→ **Problem description**: Reduce the material below to its lines containing "banner".

→ **Information provided**:
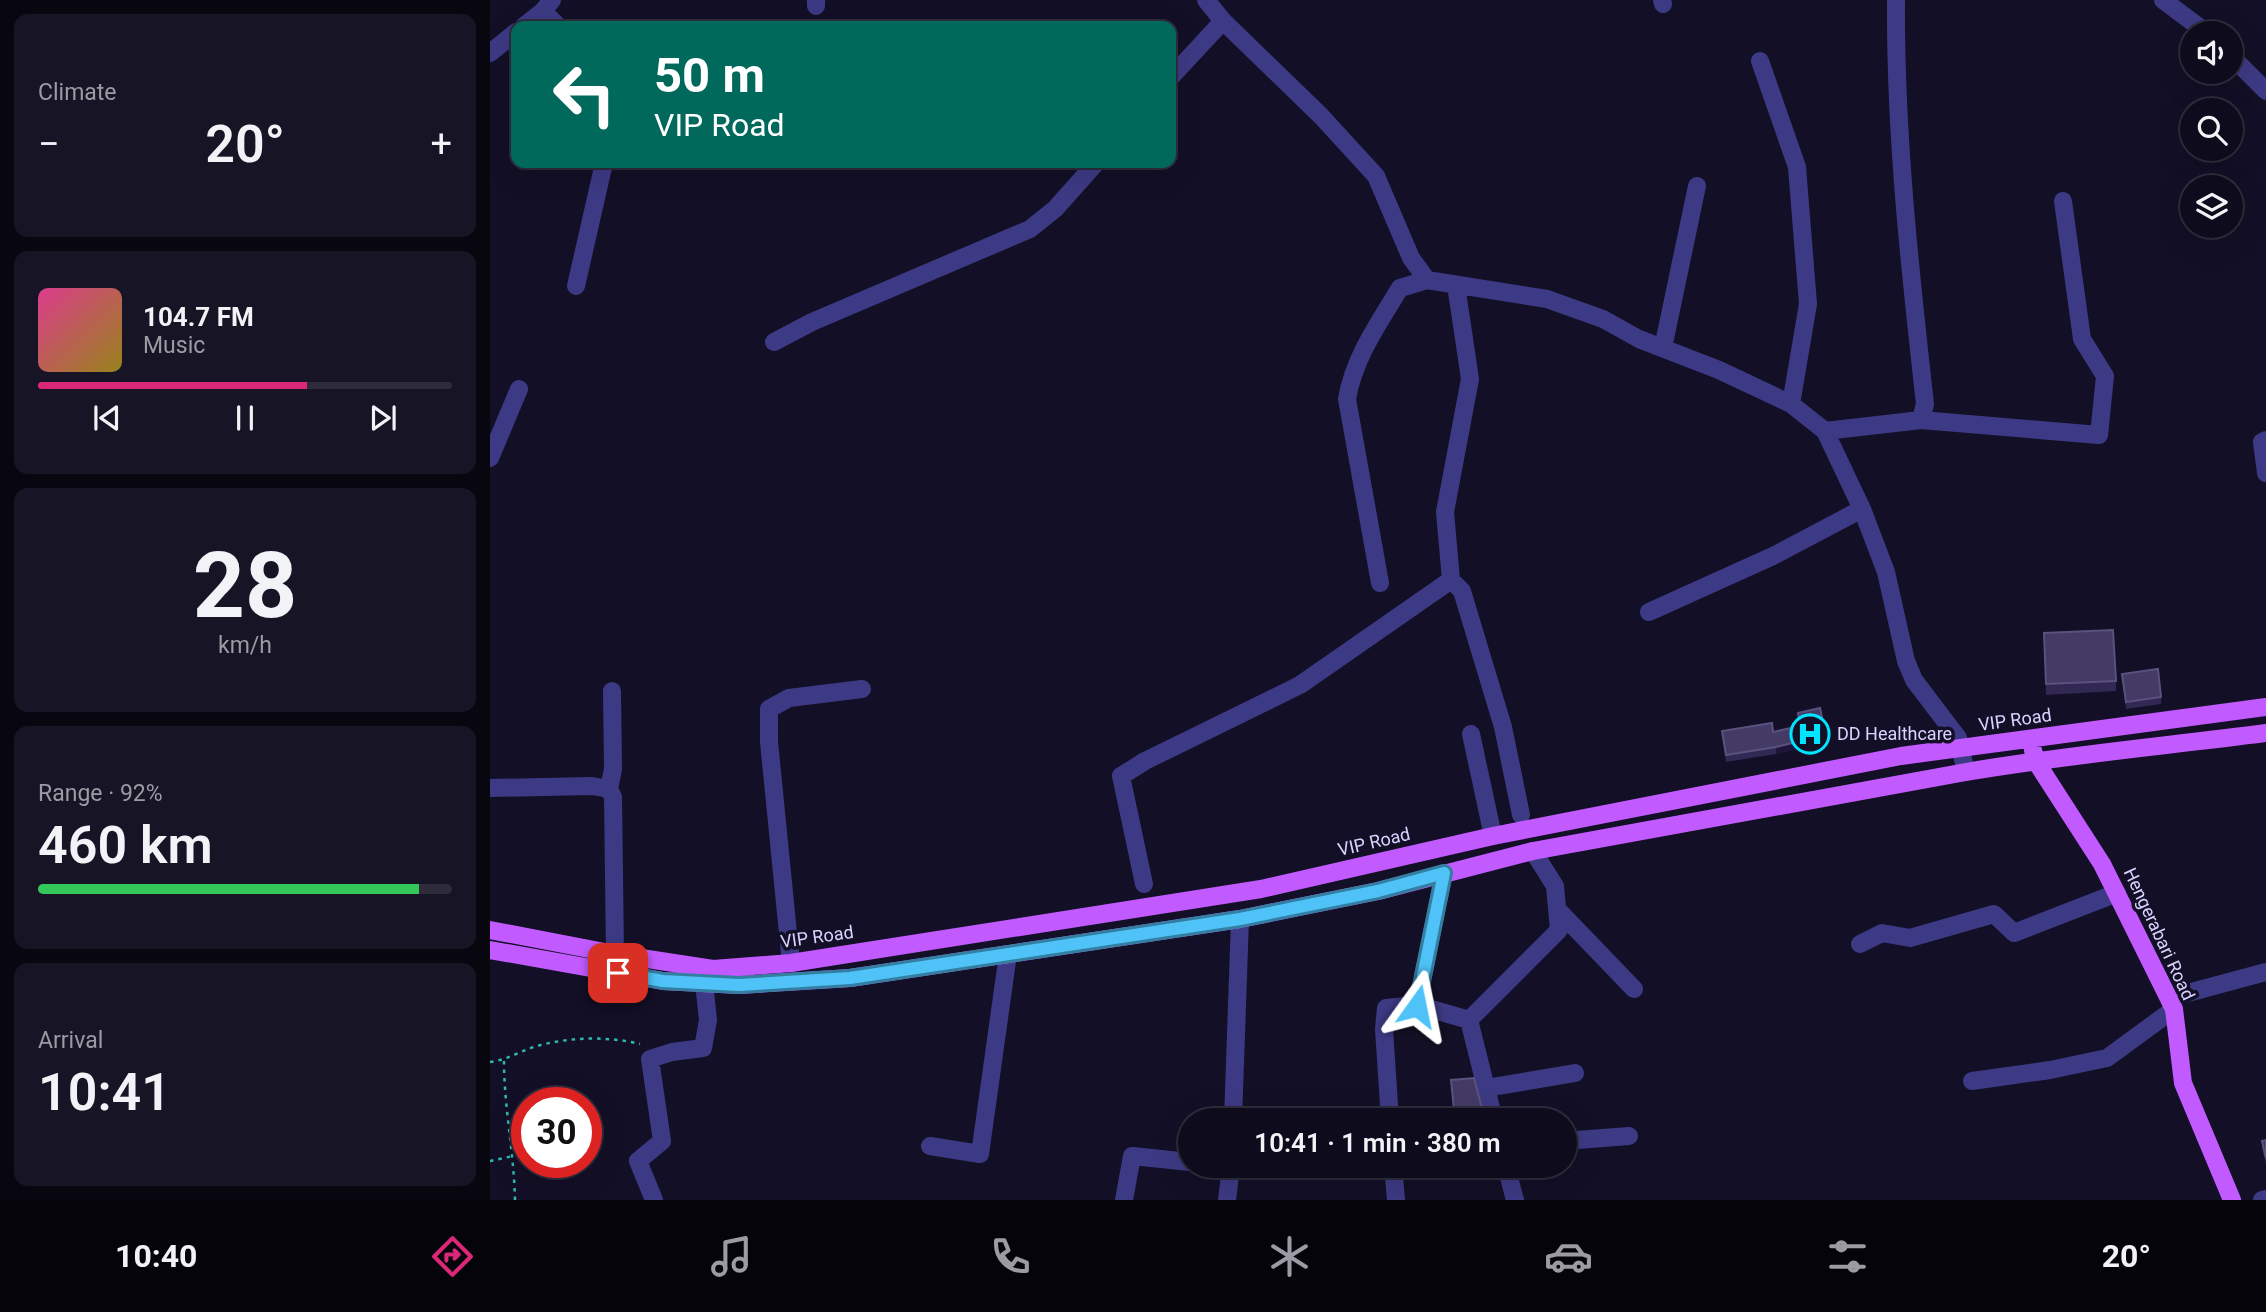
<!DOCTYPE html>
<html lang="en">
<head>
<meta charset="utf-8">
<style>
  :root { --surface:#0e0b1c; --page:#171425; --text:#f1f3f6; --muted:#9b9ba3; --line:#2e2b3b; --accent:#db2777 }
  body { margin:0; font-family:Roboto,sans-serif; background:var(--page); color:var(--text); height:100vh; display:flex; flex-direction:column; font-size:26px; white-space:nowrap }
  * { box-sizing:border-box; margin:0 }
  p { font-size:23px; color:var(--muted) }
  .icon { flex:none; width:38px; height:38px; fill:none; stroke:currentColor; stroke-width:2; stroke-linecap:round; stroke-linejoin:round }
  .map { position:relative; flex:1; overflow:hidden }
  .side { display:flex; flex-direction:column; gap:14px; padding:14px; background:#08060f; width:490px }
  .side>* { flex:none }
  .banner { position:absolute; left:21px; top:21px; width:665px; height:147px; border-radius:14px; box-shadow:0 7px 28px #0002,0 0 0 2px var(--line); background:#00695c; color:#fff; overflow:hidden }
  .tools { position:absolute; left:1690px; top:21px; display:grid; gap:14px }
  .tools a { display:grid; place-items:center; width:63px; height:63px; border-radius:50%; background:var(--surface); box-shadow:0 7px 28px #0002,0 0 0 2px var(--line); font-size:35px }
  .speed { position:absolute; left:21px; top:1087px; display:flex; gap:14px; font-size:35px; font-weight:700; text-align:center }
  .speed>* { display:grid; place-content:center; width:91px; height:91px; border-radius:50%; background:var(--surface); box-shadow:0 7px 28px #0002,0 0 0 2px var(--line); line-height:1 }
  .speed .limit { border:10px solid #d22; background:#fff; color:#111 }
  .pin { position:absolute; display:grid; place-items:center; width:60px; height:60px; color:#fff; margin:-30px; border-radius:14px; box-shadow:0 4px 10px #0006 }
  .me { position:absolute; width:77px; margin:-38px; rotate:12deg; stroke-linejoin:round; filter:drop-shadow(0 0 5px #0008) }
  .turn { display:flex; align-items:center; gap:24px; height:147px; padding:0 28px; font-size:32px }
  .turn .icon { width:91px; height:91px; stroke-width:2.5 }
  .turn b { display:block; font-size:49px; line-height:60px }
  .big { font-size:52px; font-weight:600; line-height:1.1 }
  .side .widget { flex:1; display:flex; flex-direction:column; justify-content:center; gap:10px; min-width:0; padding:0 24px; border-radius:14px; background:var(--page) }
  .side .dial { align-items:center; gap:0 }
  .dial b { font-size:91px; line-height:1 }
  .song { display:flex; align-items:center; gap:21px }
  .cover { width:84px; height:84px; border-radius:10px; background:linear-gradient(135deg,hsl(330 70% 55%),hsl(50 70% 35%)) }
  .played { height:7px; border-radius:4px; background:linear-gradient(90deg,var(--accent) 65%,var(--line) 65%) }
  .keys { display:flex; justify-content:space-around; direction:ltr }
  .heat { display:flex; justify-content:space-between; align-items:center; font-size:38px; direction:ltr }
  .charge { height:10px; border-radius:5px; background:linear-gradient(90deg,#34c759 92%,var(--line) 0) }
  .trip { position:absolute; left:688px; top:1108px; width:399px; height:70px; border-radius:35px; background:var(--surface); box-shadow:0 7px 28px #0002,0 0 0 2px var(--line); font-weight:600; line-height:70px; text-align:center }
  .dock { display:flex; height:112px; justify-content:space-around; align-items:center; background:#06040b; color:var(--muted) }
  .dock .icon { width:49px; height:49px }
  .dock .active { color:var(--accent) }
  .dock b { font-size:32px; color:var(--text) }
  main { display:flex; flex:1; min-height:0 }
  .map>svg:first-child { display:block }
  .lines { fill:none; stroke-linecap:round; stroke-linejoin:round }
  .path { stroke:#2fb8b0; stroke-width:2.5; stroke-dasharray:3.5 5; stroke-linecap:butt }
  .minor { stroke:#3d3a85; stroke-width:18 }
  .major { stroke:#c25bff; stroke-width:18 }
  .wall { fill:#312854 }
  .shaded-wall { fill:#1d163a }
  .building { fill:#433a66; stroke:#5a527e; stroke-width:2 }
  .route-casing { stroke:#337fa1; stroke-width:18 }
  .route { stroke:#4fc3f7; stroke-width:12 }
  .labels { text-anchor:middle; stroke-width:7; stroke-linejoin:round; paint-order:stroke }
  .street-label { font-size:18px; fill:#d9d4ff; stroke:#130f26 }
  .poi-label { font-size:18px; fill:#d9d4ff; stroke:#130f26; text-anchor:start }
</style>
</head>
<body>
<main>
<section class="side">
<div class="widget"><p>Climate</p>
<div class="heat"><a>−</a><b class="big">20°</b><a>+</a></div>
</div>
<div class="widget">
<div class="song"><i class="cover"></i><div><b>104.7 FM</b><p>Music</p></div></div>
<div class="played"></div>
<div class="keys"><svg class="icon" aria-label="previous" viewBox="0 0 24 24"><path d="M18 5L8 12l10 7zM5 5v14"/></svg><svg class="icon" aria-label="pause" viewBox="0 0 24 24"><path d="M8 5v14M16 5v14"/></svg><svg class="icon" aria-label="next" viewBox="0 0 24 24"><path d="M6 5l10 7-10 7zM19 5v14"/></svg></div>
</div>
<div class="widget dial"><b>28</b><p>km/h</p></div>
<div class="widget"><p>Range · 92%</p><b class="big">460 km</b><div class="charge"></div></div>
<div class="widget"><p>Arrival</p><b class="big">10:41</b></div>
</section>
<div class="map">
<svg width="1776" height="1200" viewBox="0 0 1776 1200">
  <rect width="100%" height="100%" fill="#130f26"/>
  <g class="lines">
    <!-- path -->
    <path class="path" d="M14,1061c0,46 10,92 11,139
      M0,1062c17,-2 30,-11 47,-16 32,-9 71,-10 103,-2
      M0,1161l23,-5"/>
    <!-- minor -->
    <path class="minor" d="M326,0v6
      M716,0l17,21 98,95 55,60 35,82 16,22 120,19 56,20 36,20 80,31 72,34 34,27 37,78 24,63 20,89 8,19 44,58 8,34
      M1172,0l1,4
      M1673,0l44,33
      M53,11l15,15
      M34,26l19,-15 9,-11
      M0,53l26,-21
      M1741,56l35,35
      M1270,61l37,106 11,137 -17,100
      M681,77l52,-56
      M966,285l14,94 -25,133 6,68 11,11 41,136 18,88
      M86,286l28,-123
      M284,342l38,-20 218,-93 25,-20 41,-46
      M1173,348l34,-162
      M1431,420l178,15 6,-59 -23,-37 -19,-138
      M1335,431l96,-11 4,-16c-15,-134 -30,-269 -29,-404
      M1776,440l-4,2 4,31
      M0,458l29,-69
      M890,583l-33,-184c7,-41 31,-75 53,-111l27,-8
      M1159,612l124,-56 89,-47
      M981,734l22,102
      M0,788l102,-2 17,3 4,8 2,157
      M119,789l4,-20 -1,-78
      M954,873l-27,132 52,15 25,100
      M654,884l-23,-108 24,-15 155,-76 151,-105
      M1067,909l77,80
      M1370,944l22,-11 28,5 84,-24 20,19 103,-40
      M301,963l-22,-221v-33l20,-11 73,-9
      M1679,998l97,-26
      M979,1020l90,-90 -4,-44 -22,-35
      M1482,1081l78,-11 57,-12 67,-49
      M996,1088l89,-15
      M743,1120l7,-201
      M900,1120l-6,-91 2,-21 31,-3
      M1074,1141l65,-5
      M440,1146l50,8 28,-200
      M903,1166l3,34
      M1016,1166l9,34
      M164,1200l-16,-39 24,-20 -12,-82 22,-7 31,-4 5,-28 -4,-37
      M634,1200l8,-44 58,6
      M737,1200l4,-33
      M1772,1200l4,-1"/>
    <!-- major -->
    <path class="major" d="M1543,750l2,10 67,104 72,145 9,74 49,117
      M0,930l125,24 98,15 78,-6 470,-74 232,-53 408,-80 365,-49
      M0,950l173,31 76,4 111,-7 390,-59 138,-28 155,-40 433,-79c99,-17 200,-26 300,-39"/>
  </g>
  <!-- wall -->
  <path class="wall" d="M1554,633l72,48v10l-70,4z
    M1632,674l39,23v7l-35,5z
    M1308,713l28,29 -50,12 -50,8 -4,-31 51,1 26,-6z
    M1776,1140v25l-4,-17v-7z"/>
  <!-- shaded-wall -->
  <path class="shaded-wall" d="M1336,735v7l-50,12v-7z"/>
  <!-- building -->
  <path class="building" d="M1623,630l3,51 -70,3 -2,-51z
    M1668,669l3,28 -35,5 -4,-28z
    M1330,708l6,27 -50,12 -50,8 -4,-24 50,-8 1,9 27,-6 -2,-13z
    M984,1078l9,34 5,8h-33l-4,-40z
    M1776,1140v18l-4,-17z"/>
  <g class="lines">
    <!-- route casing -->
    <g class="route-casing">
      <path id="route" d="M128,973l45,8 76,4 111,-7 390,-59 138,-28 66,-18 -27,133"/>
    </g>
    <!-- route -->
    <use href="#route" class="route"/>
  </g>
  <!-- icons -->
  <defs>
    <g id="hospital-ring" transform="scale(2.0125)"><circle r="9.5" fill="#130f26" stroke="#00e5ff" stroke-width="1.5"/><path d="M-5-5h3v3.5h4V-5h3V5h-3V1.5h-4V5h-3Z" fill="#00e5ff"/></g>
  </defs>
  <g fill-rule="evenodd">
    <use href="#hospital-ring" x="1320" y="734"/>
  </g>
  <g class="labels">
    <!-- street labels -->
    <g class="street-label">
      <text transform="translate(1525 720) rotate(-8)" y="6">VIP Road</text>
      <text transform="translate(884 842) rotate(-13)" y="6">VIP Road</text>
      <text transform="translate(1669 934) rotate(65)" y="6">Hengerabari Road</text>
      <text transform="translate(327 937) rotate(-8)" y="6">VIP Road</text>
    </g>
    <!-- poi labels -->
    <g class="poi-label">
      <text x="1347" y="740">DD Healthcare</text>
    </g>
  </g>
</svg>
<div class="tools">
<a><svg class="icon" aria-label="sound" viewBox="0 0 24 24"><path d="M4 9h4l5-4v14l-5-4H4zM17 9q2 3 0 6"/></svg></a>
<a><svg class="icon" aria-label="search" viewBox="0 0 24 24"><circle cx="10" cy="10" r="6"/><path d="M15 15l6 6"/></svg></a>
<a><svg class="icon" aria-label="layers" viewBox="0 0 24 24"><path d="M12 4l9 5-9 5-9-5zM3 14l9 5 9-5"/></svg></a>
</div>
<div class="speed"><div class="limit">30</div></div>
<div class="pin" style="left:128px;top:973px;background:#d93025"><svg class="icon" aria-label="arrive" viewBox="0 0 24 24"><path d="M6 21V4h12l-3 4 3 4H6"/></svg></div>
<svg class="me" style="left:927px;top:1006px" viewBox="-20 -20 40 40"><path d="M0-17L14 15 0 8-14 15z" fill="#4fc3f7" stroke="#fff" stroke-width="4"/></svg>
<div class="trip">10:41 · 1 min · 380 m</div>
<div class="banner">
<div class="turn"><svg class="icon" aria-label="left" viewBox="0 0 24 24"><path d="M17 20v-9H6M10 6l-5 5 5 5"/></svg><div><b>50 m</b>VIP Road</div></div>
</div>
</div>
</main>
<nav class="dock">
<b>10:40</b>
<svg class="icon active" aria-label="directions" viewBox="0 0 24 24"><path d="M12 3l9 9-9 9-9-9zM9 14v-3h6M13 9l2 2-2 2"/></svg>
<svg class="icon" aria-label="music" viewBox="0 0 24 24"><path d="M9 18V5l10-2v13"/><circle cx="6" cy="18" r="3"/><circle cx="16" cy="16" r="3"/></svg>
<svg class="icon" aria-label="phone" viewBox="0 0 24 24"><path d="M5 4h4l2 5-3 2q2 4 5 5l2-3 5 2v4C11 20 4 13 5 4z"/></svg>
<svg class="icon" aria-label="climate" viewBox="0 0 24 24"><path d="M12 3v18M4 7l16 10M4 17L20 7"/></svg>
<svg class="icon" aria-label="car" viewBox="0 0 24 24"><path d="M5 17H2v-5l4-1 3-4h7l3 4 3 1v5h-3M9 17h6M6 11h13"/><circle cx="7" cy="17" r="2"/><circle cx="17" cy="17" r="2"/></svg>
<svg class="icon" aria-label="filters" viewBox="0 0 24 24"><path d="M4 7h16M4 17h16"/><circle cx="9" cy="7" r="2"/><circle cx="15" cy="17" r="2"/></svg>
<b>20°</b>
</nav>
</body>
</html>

→ **Reply to the exercise**:
  .banner { position:absolute; left:21px; top:21px; width:665px; height:147px; border-radius:14px; box-shadow:0 7px 28px #0002,0 0 0 2px var(--line); background:#00695c; color:#fff; overflow:hidden }
<div class="banner">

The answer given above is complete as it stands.